DATA SECTION>
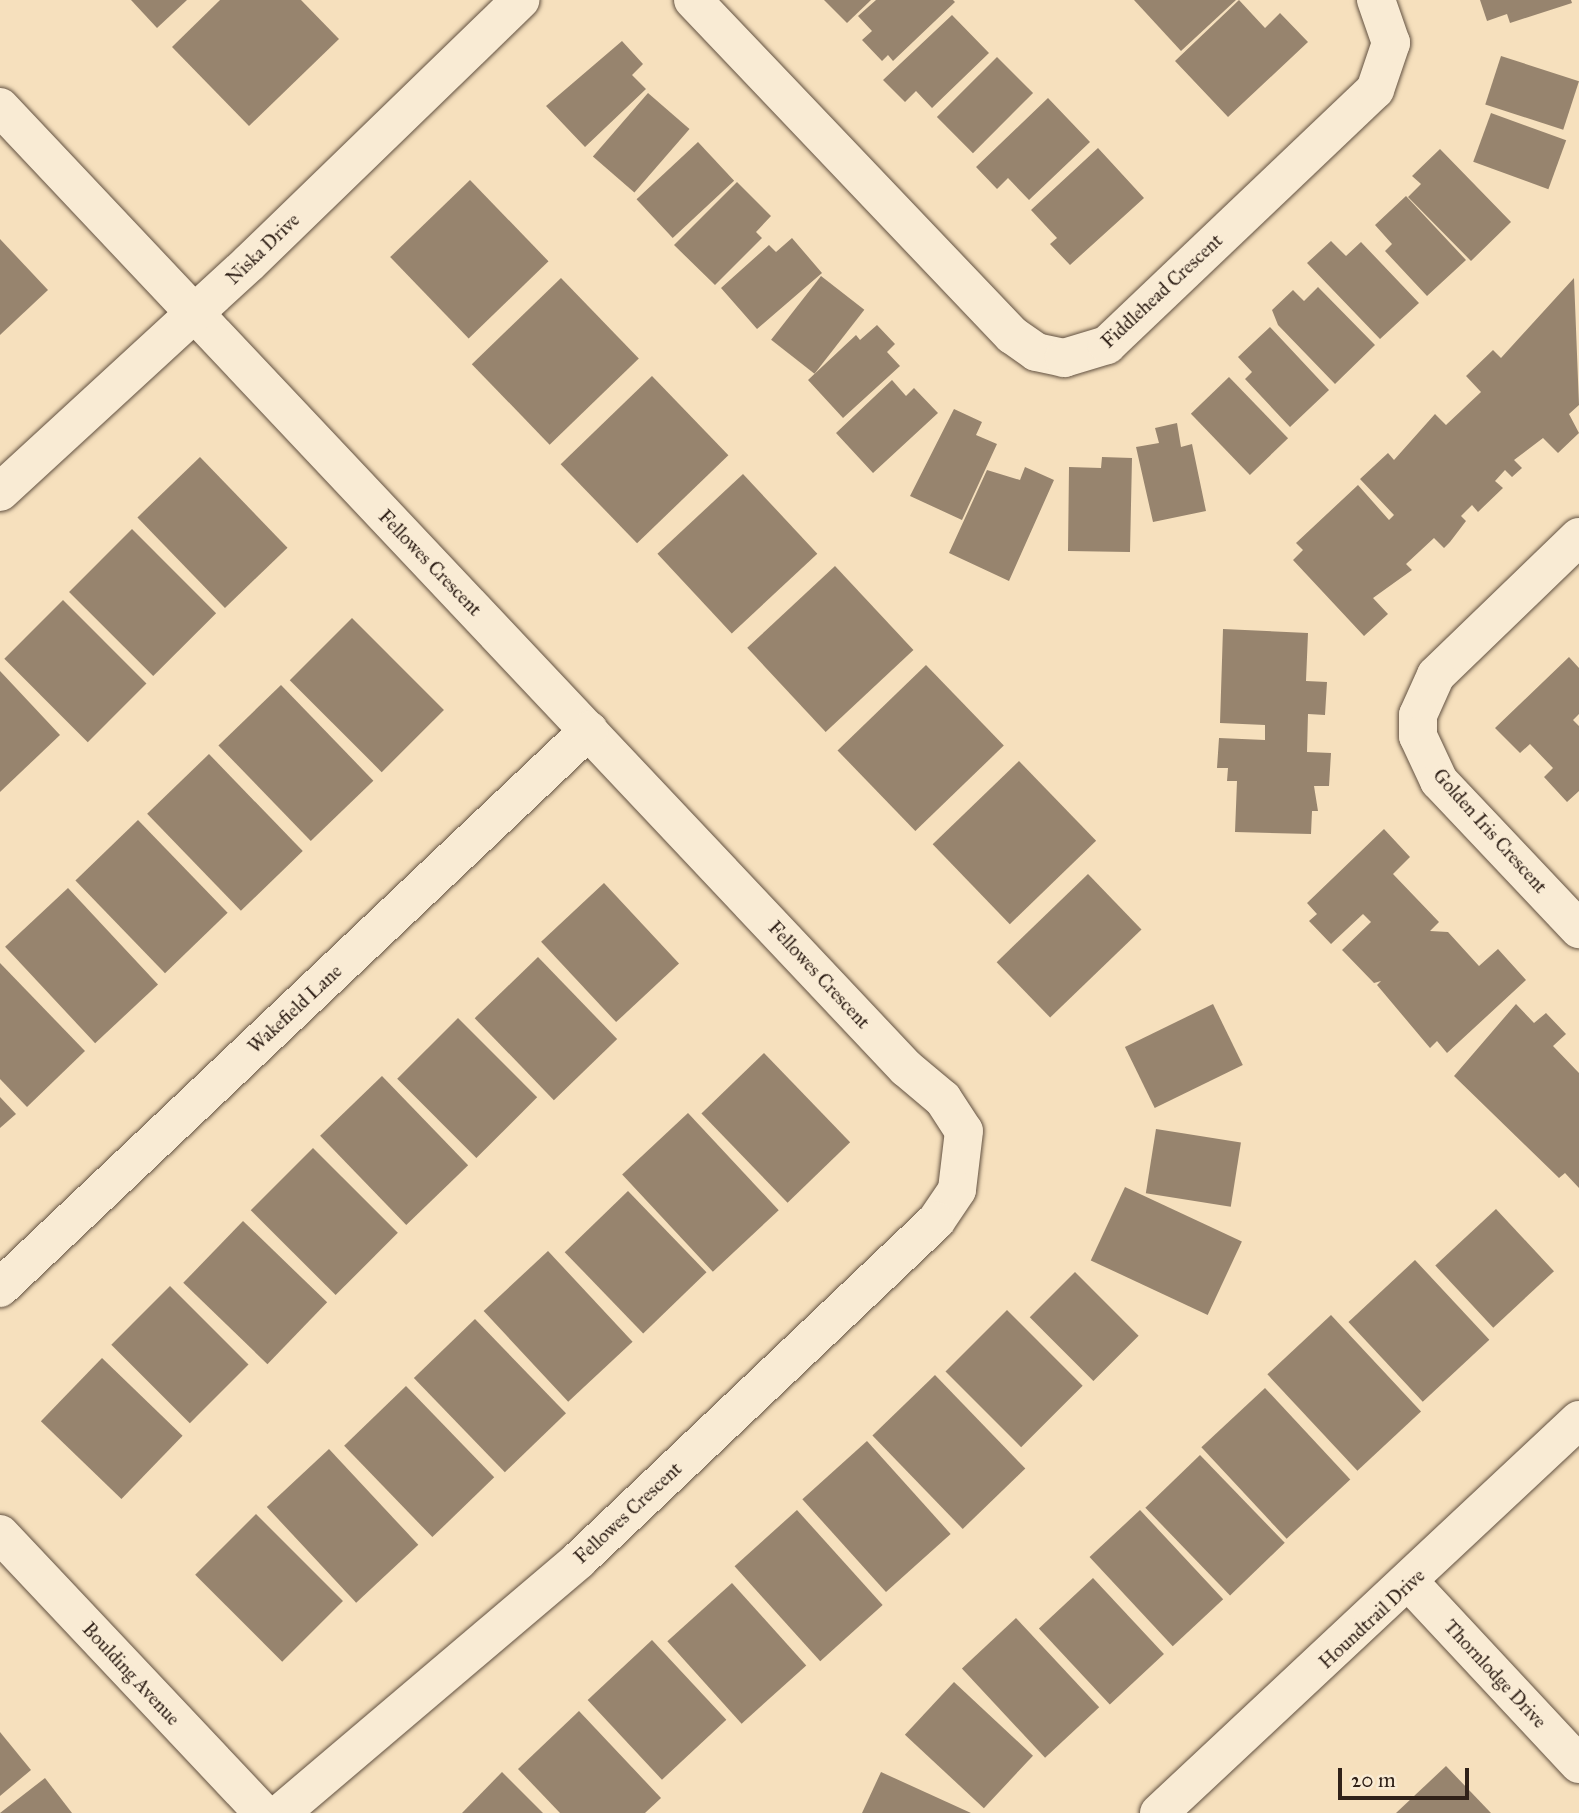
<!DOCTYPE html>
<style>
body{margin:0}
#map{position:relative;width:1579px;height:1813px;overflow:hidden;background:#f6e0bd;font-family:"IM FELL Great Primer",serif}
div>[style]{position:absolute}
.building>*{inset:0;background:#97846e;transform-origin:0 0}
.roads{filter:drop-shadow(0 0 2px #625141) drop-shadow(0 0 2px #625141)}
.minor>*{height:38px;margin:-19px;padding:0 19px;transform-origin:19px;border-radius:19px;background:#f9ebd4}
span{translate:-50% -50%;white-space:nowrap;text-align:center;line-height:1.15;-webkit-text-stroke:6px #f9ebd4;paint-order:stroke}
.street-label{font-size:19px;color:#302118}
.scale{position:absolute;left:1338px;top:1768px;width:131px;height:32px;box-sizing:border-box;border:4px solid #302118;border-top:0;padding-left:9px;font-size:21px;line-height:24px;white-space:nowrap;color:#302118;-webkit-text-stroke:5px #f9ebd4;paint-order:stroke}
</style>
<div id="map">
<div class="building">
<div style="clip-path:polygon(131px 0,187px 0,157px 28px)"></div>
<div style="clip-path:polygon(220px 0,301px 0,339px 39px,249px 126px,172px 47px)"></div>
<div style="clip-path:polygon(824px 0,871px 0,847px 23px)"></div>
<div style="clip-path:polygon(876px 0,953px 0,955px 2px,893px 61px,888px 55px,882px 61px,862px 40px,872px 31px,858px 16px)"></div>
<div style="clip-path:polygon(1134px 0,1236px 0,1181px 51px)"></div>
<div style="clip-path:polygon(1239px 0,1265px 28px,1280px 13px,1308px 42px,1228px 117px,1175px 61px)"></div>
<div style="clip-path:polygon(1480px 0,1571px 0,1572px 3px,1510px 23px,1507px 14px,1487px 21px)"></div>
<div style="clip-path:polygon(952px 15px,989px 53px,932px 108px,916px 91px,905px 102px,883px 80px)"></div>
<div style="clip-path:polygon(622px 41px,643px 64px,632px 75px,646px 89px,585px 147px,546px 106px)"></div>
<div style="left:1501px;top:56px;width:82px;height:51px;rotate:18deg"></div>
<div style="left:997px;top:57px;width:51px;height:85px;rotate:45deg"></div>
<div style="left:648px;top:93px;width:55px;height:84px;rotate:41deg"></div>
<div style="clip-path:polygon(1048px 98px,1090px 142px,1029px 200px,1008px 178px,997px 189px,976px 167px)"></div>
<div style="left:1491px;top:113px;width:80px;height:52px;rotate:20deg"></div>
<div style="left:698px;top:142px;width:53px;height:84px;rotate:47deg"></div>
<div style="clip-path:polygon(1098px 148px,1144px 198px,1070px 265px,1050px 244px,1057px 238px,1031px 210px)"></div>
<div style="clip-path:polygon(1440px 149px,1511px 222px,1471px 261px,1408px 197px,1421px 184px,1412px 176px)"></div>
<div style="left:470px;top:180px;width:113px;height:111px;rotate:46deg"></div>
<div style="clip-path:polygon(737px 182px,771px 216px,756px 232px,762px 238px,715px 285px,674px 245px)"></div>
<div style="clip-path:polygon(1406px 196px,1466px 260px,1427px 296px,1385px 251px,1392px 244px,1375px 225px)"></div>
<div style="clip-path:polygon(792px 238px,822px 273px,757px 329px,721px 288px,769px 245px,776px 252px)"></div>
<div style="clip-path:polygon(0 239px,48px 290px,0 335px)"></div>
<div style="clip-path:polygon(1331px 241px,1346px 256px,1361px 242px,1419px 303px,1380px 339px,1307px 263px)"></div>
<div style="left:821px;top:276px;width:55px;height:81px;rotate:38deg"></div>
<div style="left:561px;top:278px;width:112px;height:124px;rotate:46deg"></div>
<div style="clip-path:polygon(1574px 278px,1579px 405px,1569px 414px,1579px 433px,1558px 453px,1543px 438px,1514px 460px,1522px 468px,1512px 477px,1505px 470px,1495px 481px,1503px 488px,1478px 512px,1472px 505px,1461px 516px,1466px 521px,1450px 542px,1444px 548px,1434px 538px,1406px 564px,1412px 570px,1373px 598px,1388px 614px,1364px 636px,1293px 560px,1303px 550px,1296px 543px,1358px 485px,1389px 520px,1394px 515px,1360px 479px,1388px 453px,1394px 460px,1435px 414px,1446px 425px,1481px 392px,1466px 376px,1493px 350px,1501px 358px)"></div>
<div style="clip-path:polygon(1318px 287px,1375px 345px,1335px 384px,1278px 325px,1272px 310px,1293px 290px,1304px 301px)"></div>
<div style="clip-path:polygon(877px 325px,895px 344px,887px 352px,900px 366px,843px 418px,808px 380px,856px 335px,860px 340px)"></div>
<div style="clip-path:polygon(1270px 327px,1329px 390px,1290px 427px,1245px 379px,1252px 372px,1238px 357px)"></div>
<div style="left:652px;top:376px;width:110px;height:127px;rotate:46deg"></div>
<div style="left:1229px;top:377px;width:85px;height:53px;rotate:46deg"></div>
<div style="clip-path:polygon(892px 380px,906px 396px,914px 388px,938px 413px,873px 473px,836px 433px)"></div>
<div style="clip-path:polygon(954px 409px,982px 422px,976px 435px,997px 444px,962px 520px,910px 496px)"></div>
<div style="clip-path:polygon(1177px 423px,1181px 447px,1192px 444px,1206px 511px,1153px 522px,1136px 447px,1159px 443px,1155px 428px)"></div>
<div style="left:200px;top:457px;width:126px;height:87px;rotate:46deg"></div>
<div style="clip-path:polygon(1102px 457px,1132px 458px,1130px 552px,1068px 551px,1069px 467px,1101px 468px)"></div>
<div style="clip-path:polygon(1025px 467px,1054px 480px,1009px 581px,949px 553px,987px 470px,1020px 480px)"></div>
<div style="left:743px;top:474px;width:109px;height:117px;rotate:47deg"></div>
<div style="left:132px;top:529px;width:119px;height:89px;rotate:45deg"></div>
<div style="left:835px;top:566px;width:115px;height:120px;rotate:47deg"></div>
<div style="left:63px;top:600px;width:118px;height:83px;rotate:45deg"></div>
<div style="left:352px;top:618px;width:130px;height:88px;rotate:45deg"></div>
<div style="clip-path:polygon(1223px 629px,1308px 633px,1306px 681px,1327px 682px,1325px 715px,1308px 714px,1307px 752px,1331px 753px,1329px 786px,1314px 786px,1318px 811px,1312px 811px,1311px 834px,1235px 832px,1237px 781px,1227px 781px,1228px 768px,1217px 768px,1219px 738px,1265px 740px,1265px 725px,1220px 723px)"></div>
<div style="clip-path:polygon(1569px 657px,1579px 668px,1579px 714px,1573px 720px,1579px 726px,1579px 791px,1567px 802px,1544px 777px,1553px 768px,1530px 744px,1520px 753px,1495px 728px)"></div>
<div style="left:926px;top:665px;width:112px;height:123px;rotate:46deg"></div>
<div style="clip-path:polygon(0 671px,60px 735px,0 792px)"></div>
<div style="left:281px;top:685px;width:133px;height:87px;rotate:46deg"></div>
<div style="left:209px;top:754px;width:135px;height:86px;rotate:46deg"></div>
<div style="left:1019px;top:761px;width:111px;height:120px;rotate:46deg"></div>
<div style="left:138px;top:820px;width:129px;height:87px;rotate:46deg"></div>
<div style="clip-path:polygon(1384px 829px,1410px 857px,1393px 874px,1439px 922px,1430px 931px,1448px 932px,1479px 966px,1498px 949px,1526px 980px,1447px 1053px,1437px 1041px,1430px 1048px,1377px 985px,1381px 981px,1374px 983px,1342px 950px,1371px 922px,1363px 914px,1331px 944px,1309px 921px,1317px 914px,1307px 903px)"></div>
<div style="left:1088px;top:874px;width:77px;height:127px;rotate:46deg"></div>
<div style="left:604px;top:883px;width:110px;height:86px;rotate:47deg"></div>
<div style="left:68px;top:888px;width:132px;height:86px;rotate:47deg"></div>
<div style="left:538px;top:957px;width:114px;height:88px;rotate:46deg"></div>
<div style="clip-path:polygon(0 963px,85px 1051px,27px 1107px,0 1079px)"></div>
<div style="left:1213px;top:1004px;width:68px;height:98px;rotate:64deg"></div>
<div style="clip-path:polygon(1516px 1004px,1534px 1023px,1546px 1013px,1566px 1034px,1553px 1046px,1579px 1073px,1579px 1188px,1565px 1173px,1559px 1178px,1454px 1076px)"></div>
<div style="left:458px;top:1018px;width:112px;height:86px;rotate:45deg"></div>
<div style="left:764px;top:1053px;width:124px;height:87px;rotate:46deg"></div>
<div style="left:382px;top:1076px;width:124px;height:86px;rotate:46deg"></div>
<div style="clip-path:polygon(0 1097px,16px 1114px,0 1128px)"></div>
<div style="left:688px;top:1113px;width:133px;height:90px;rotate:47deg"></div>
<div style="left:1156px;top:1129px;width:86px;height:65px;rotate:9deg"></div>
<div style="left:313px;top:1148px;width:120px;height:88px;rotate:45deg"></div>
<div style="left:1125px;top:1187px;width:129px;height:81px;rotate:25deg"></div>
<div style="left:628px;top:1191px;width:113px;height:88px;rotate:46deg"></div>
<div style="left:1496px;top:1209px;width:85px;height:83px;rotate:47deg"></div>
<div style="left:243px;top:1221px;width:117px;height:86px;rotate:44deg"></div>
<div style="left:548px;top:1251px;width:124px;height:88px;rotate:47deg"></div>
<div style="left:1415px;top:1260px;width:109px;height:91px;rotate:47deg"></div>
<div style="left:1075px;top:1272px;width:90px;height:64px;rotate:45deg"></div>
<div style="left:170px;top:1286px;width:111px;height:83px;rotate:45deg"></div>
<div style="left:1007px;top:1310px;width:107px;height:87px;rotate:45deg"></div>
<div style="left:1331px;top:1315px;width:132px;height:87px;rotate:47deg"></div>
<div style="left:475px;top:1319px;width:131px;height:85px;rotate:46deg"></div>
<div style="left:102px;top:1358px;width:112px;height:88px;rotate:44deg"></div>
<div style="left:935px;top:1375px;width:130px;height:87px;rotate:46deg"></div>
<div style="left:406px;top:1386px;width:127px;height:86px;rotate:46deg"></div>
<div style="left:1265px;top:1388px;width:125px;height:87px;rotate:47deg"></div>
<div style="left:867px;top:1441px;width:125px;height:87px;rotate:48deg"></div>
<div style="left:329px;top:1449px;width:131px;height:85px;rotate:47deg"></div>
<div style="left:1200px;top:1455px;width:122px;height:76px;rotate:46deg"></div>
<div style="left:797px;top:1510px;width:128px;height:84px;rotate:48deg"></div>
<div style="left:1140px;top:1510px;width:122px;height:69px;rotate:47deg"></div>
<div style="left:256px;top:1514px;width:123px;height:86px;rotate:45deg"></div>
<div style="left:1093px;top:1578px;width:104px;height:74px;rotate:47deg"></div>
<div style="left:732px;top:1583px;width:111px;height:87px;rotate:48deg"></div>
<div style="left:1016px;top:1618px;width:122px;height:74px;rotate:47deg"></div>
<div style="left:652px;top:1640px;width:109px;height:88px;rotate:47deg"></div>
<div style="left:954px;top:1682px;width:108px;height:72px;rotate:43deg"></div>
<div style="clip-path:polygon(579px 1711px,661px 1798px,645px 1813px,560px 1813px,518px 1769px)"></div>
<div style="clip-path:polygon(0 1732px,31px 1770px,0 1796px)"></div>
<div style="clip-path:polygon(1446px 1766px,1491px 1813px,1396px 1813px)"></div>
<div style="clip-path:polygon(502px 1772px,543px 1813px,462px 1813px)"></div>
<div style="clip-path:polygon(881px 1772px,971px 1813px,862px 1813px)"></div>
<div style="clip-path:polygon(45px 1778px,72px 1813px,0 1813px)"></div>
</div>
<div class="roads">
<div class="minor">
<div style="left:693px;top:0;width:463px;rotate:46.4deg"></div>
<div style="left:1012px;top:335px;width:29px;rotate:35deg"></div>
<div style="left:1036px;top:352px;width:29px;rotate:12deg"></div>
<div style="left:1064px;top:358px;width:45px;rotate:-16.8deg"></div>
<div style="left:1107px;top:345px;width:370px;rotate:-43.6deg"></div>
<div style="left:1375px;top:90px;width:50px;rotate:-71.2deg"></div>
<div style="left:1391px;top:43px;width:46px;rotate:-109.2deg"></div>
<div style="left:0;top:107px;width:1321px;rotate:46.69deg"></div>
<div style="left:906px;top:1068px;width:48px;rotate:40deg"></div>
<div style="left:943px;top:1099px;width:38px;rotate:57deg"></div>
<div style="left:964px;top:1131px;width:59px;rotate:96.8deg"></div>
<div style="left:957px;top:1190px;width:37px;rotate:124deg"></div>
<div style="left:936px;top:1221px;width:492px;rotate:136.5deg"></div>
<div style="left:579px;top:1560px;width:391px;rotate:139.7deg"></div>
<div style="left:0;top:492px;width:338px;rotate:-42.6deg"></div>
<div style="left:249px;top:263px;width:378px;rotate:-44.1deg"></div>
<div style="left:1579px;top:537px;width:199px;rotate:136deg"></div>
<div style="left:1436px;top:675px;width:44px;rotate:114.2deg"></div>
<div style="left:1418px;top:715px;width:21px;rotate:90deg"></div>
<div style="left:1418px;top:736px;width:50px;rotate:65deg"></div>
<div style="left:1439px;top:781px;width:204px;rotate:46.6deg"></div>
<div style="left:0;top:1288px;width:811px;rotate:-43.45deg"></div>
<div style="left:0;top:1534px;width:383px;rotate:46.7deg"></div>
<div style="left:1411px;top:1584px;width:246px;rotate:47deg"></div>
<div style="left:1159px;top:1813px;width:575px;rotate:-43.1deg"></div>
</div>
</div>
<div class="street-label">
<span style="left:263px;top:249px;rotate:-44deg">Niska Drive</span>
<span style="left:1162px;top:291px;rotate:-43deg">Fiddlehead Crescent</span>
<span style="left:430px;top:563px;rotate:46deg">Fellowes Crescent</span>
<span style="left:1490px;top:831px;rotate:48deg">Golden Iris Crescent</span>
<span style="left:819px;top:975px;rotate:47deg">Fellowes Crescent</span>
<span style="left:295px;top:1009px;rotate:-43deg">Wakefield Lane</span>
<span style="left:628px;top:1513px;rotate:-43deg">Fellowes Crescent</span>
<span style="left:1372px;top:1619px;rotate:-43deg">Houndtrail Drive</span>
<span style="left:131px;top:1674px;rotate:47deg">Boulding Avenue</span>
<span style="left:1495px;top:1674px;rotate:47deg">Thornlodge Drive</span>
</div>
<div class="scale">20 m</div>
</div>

WORK TO COMPLETE> Taking the entries above, print exactly the lines starting at the line with "0,1571px 0,1572px 3px,1510px" and ending at the line with "15px,989px 53px,932px 108px,916px", both included.

ANSWER TO THIS PROBLEM>
<div style="clip-path:polygon(1480px 0,1571px 0,1572px 3px,1510px 23px,1507px 14px,1487px 21px)"></div>
<div style="clip-path:polygon(952px 15px,989px 53px,932px 108px,916px 91px,905px 102px,883px 80px)"></div>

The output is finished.